The answer must be every line from the listing that holds the string "buttons".
┌─ Material supplied
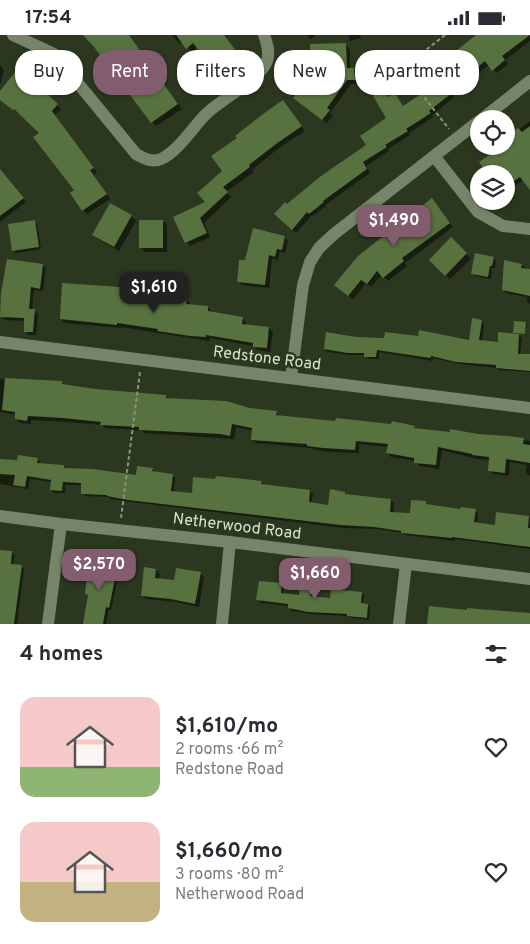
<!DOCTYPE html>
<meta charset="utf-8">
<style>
body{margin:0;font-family:Overpass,sans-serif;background:#f7f7f7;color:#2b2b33;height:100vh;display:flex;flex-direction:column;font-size:19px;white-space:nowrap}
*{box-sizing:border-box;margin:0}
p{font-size:16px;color:#7c7c81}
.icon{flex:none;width:28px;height:28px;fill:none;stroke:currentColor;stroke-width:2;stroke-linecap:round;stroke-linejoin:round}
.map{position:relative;height:589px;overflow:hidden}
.panel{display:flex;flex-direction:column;background:#fff;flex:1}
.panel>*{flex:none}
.top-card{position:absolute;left:15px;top:15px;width:500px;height:45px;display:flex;gap:10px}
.buttons{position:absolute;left:470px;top:75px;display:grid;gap:10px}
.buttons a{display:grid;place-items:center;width:45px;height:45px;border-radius:50%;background:#fff;box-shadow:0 1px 4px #0004;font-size:25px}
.price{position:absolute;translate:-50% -42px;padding:0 11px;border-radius:10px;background:#835d6e;color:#fff;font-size:16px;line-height:32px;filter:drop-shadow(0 1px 2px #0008)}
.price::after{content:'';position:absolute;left:50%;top:30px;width:15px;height:11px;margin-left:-8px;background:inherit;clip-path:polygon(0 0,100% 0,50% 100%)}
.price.active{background:#222;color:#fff}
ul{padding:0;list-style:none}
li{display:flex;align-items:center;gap:15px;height:125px;padding:0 20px}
li span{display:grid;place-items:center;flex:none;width:140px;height:100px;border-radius:15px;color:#555}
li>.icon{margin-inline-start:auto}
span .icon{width:60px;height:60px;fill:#fffc;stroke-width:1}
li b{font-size:21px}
h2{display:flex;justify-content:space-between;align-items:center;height:60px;padding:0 20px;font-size:21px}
.pill{padding:0 18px;border-radius:20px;background:#fff;box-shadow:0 1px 4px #0004;font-size:18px;line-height:45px}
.pill.active{background:#835d6e;color:#fff}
.status{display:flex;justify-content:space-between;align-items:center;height:35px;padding:0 25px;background:#fff;direction:ltr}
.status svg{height:14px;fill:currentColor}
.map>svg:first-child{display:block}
</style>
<div class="status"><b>17:54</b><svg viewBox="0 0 49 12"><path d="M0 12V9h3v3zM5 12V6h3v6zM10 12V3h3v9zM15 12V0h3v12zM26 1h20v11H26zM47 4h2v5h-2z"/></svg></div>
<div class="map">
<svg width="530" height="589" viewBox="0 0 530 589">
<rect width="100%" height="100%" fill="#2b371f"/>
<path fill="#0007" d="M85 0H128L147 25 152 21 157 25 162 33 159 36 167 48 165 50 182 74 156 91 95 11Z
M172 0H223L241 22 220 39 198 12 192 17 183 7 180 9Z
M307 0H316L311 4Z
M348 0H360L361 3 350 6Z
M478 0H530V6L505 25 508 29 497 38 489 30 452 59 454 62 432 80 433 82 409 98 410 100 388 114 389 116 366 131 370 138 325 170 326 171 313 181 312 180 296 198 279 183 287 171 368 110 387 83 383 56 389 63H398L404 72 429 55 448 35Z
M346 10 350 14V34H354L358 38V49H351L330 78 333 80 327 88 299 67 324 58 338 38H316L312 34Z
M0 30 4 35 0 50Z
M43 56 61 74 55 80 97 137 94 140 110 164 87 179 83 175 76 156 41 98 19 77 18 78 0 64V58Z
M283 66 305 96 280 112 252 135 254 137 226 157 231 162 204 188 210 202 190 211 186 207 223 136 238 103Z
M530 86V153L523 145 506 156V104Z
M0 134 26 167 0 187Z
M435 169 453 192 405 228 407 231 388 246 382 240 371 252 366 248 353 264 340 254Z
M131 181 136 186 119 216 98 204 94 200Z
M34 186 37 189 41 214 16 218 13 216Z
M163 186 167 190V217H145L141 212Z
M284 202 288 206 285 218 280 216 278 225 272 223 269 253 242 250 238 246 246 227Z
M451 204 471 224 450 244 431 225Z
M494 223 496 226 495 233H492L491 244 475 241 472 238Z
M42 230 46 233 43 256 34 255 32 275 38 279 36 300H28L25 296 26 286 5 285 1 281Z
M521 230 530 235V269L527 266V262L506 258 503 254Z
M120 253 124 258 162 264H186L190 268V271L208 272 212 278 242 283 246 287V290L269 293 273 297 270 317 258 315 254 311 210 303 209 306 121 292V293L65 288 61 284Z
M481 286 484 289 482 306 499 308 517 300 514 297 526 288 527 289 525 299 517 298 522 303 520 320H530V337L500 335 497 333 460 329 433 323V326L379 317V324H368L365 320H350L328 317 325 314 356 303 470 307Z
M0 344 62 348 65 351 95 355 166 361 169 364 276 377 280 381 337 388 414 392 417 395 507 402 530 406V441L526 437 527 430 510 427 509 441 493 439 489 435 490 425 477 424 442 415 439 434 419 431 415 426 391 422 388 418 389 412 359 409V418L328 417 312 414 310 413 256 408 252 405 253 396 236 392 234 404 144 398 141 395 106 393 103 390 67 387 31 385V389L20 388 16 384V380L0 377Z
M37 424 40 427V429L63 431 66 434 137 442 152 434 155 437 172 440 175 443 174 457 193 460 261 447 264 450 310 456 313 459 311 469 329 471 345 458 347 460 391 465 394 468 393 478 411 480 425 467 428 470 461 475H475L478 478 477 488 496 491 512 481 530 482V514L455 504V506L405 500 403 498 378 494 344 493 132 467 111 464 109 462 85 461 82 458V450H65V458H54L51 455 52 447 30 444 28 454 0 449V426L18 427Z
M0 516 12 518 15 520 13 530 21 531 24 534 17 589H0Z
M115 527 118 530 117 547 111 575 109 574 106 589H84L89 562 86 559 102 532Z
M156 535 160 539 159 544 175 546 200 538 204 542 199 572 176 567 146 564 142 561Z
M281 550 284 552 283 559 300 562 311 553 314 556 313 563 331 564 361 558 364 560 363 569 368 570 370 573 369 585 351 583 348 581 313 579 292 576 289 571 261 568 258 565Z"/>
<path fill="#58723f" d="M83 0H129L146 24 152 19 159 29 155 31 164 43 161 45 178 69 151 88 94 12Z
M176 0H224L237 17 214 35 193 8 186 14Z
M476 0H530L502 21 505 25 492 36 485 26 449 55 452 58 429 76 431 78 406 94 408 96 385 110 387 112 363 127 367 134 323 166 324 167 309 179 307 177 292 195 274 179 285 167 287 169 321 141 366 110 360 101 386 83 373 61 383 55 388 62 395 58 403 71 427 55 425 53 447 35 441 28Z
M346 8 347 33H354L355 45H347L327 73 330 75 322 85 293 63 308 43 324 56 340 34H310V9Z
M16 36 42 56 43 55 58 69 52 76 94 133 90 135 107 159 82 176 70 158 74 155 33 102 39 98 14 74 13 75 0 65V56Z
M283 65 302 91 276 109 249 130 250 132 223 152 228 157 200 183 207 198 185 208 173 182 205 167 197 158 222 136 211 121 237 103 235 101 263 79Z
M530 91V155L520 142 506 151V139H487L479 127 503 111H506V102L518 93 522 97Z
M0 134 24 163 0 181Z
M432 163 450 188 402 223 404 226 383 243 377 236 367 249 361 245 348 261 334 250 358 221Z
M110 168 132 180 114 212 92 200Z
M35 185 39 212 12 216 8 189Z
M139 185H163V213H139Z
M253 193 285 201 282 215 277 214 275 222 269 220 265 250 237 247 239 225H245Z
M451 202 467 218 445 241 429 225Z
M475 218 494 222 492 231H490L488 242 471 239Z
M7 224 43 229 40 254 31 252 29 274H35L33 297H24V283L0 282 1 258Z
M504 225 522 229 521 233 530 234V261L502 255Z
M62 248 120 252V257L161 262 162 260 187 263 186 269 208 271V276L243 282 242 289 269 292 267 313 253 312V308L206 300V302L190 301 157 296 158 294 117 288V290L60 284Z
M472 283 482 285 479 305 498 307V297L519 299 518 319H530V336L496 333V330L456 327 431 321 430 323 377 315 376 322H364V318H347L324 314 326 297 356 302 384 303 385 297 418 301 419 295 469 305Z
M514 286 526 287 525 299 513 298Z
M5 343 62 346V349L95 354 166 360V363L226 366 250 373 277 376 276 380 335 386 336 383 391 389 392 386 415 391 414 393 450 397V394L478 399 507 401 524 403 523 409 530 410V428L506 424 505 438 488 436 489 422 472 420V419L438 412 436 430 414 428V423L386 418 388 409 356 406 355 415 323 413 307 411V409L251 405 252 393 232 389 230 401 220 399 139 395V392L100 390 101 387 63 383 28 381 27 386 15 384V377L2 375Z
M18 420 38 423 37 428 64 430V433L93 434 136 440 137 431 153 433 152 436 173 439 171 456 192 458 193 442 215 444 216 441 262 446 261 449 310 455 309 467 328 470 330 454 345 457V459L391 464 390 477 410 478 411 465 426 466V469L460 474 461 472 476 474 474 487 495 490 496 477 529 481 528 493H530V512L452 502V503L401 498V496L374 492 340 490 128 465 107 461V460L81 459V448L63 447 62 456 50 455 51 445 27 441 25 452 13 450 15 440 0 439V424L17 425Z
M0 515 12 516 11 529 22 530 14 589H0Z
M101 525 116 526 115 544 109 573 106 572 103 589H83L88 560 85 559 88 530 101 531Z
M144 532 156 534 155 543 174 545 176 533 201 537 195 569 171 564 141 561Z
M259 546 282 548 281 558 299 560 300 550 312 552 310 561 330 563 331 554 362 557 361 568 368 569 367 583 347 581V579L308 577 288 573V569L256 565Z
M429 571 467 575V573L530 578V589H427Z"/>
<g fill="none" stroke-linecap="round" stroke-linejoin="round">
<path stroke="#899480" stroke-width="2" stroke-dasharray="4 2.5" stroke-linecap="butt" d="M445 0 402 34 449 94
M121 483 140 337"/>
<path stroke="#76856a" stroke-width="12" d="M13 0 54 19 136 119C143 123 152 128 161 124 176 118 192 94 204 81 219 65 259 46 267 26 270 17 267 8 264 0
M482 84 530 46
M434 121 478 177 503 191 530 194
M0 307 530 373
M291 343 303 250 310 227 319 213 334 199 479 86
M0 481 61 489 230 507 530 544
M48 589 61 489
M222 589 230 507
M399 589 406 529"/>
</g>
<g text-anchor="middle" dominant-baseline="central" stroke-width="5" stroke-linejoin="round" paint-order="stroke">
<g font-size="16" fill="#d7e0d1" stroke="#2b371f">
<text transform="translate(267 324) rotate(7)">Redstone Road</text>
<text transform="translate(237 492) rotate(7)">Netherwood Road</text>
</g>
</g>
</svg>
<div class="buttons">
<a><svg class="icon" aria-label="locate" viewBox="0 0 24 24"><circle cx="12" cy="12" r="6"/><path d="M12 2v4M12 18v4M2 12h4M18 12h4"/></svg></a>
<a><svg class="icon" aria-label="layers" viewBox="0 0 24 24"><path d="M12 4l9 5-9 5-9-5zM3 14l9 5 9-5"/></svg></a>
</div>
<b class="price" style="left:394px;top:212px">$1,490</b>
<b class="price active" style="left:154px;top:279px">$1,610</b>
<b class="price" style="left:99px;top:556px">$2,570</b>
<b class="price" style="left:315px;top:565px">$1,660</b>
<div class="top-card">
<a class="pill">Buy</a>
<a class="pill active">Rent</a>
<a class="pill">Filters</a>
<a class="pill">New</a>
<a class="pill">Apartment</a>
</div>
</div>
<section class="panel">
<h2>4 homes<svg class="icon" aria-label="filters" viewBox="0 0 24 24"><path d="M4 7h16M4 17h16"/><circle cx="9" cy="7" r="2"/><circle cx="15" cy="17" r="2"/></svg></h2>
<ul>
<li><span style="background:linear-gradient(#f6c9c9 70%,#8fb573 0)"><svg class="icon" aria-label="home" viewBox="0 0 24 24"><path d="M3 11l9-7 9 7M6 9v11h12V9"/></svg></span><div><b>$1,610/mo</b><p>2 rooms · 66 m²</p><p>Redstone Road</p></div><svg class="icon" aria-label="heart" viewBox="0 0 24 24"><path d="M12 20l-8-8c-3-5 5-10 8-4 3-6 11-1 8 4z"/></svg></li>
<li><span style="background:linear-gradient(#f6c9c9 60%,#c2b280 0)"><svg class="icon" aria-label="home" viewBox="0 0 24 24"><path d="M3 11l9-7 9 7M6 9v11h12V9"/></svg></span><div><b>$1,660/mo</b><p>3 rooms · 80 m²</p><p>Netherwood Road</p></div><svg class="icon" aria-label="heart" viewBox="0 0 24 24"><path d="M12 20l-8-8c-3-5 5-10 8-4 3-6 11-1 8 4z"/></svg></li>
</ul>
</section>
└─
**Result for this exercise:**
.buttons{position:absolute;left:470px;top:75px;display:grid;gap:10px}
.buttons a{display:grid;place-items:center;width:45px;height:45px;border-radius:50%;background:#fff;box-shadow:0 1px 4px #0004;font-size:25px}
<div class="buttons">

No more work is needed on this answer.